___ Supplied data

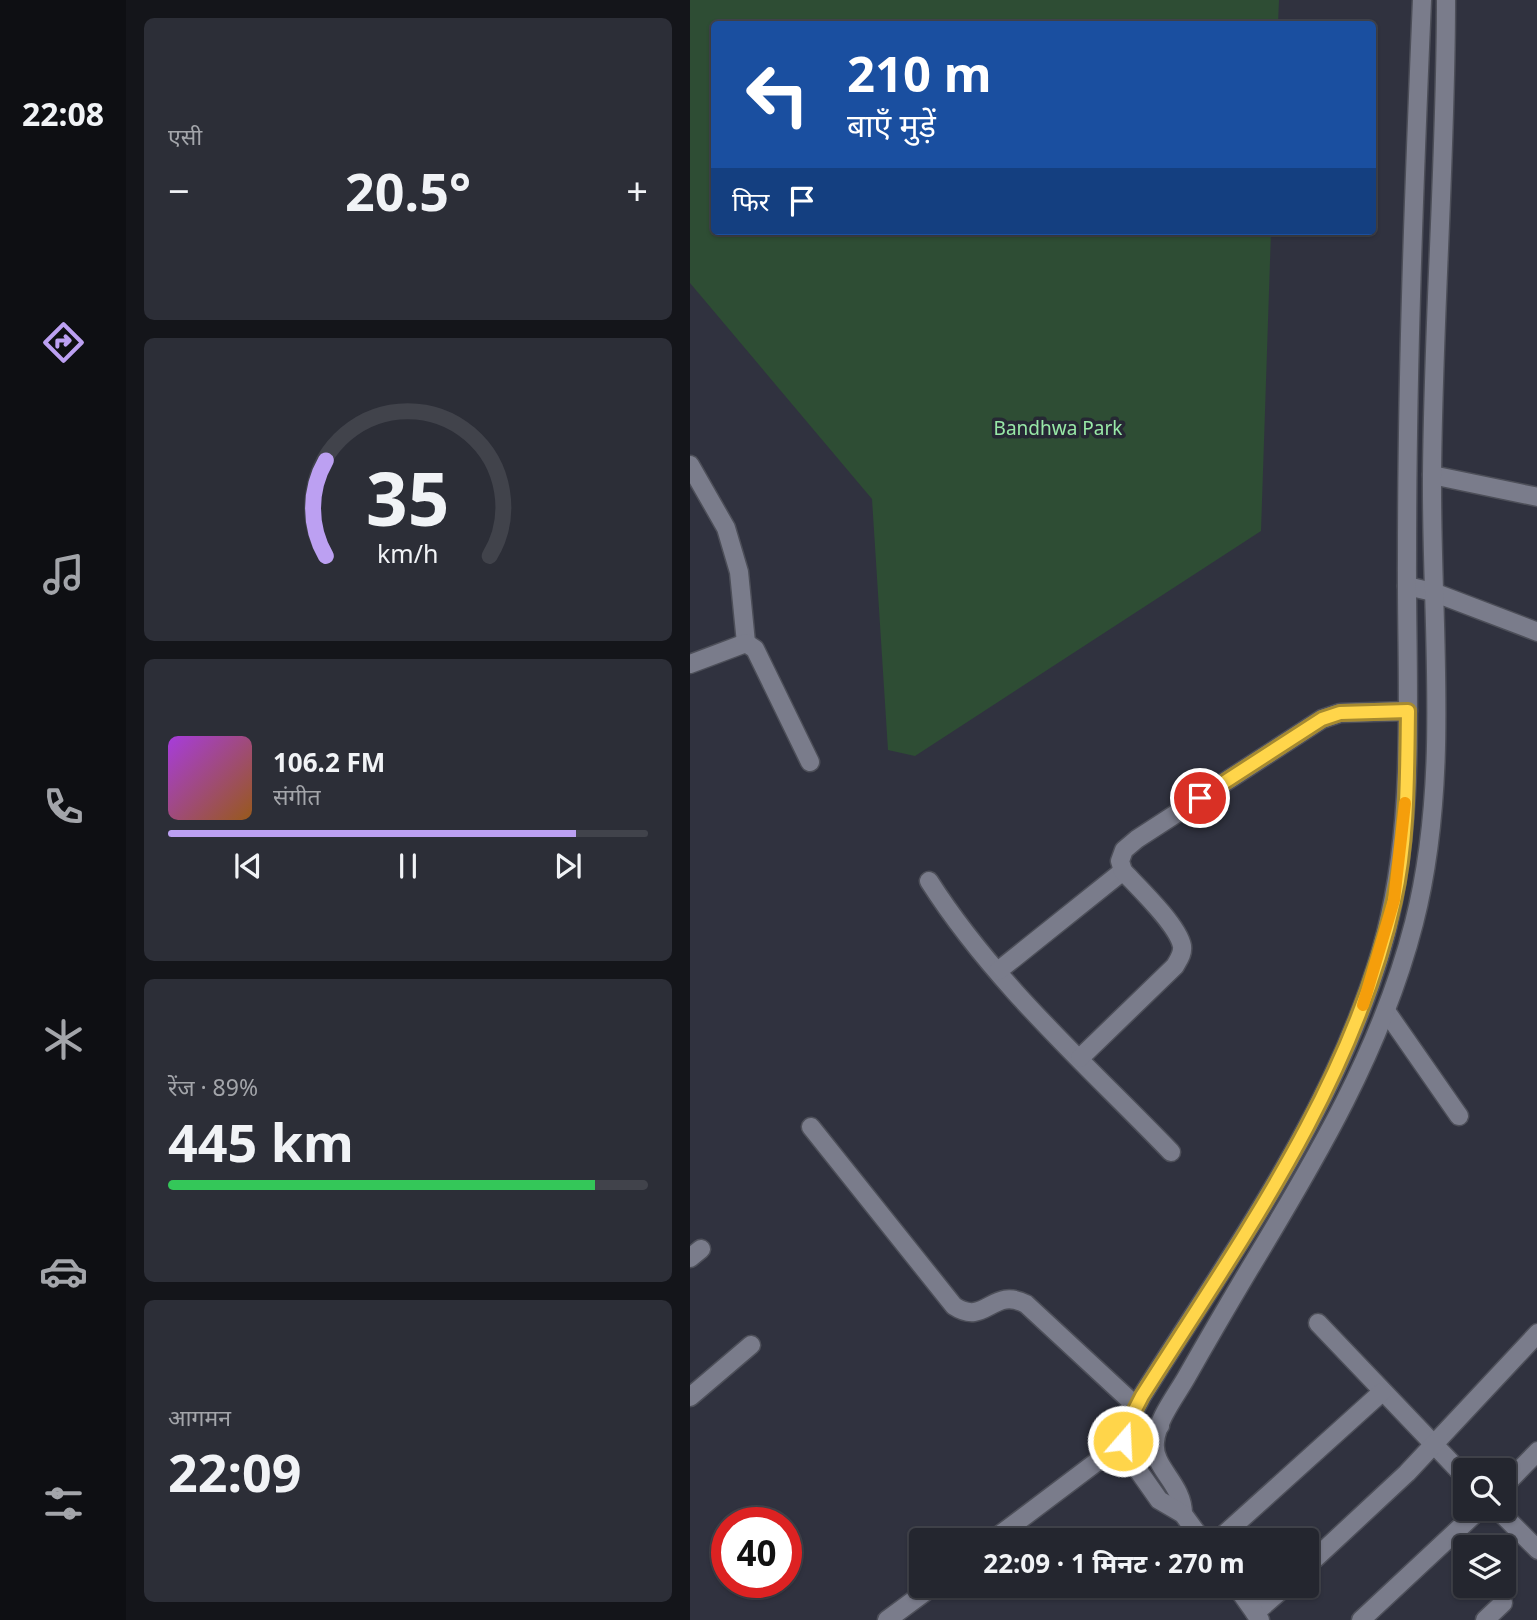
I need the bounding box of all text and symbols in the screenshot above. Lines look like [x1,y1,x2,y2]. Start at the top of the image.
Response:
text: 210 m [847,40,992,106]
icon: left [732,49,823,140]
text: 22:08 [22,92,104,135]
text: बाएँ मुड़ें [847,103,936,146]
text: एसी [168,120,202,152]
text: 20.5° [345,155,471,226]
text: − [168,164,190,216]
text: + [626,164,648,216]
icon: arrive [783,182,821,220]
text: फिर [732,183,769,219]
icon: directions [39,318,88,367]
park label: Bandhwa Park [994,415,1122,441]
text: 35 [366,448,450,547]
text: km/h [377,535,439,569]
icon: music [39,550,88,599]
text: 106.2 FM [273,744,385,780]
pin [1170,768,1230,828]
icon: arrive [1181,779,1219,817]
text: संगीत [273,780,321,812]
icon: phone [39,782,88,831]
icon: previous [229,847,267,885]
icon: pause [389,847,427,885]
icon: next [549,847,587,885]
icon: climate [39,1015,88,1064]
text: रेंज · 89% [168,1071,258,1103]
text: 445 km [168,1106,354,1177]
icon: car [39,1247,88,1296]
text: आगमन [168,1401,231,1433]
position arrow [1086,1404,1160,1478]
text: 22:09 [168,1436,302,1507]
map controls [1453,1458,1516,1598]
button: search [1453,1458,1516,1521]
icon: filters [39,1479,88,1528]
speed limit sign: 40 [711,1507,802,1598]
button: layers [1453,1535,1516,1598]
text: 22:09 · 1 मिनट · 270 m [983,1545,1245,1581]

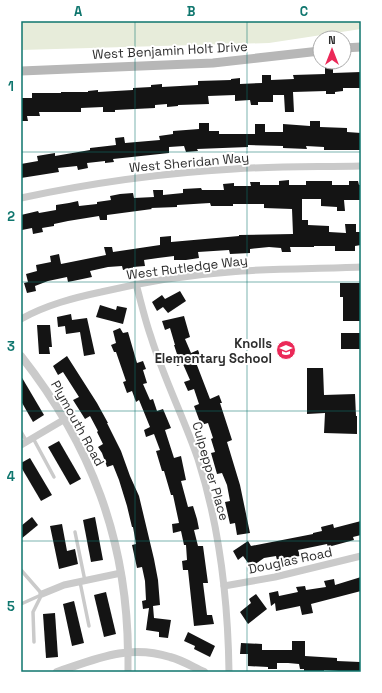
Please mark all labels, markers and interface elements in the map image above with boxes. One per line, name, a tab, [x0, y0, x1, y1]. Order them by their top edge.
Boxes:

______

(Exercise objective) Answer with a single number: how many lines in the data above have the string "image" in them?

(Result of this task) 2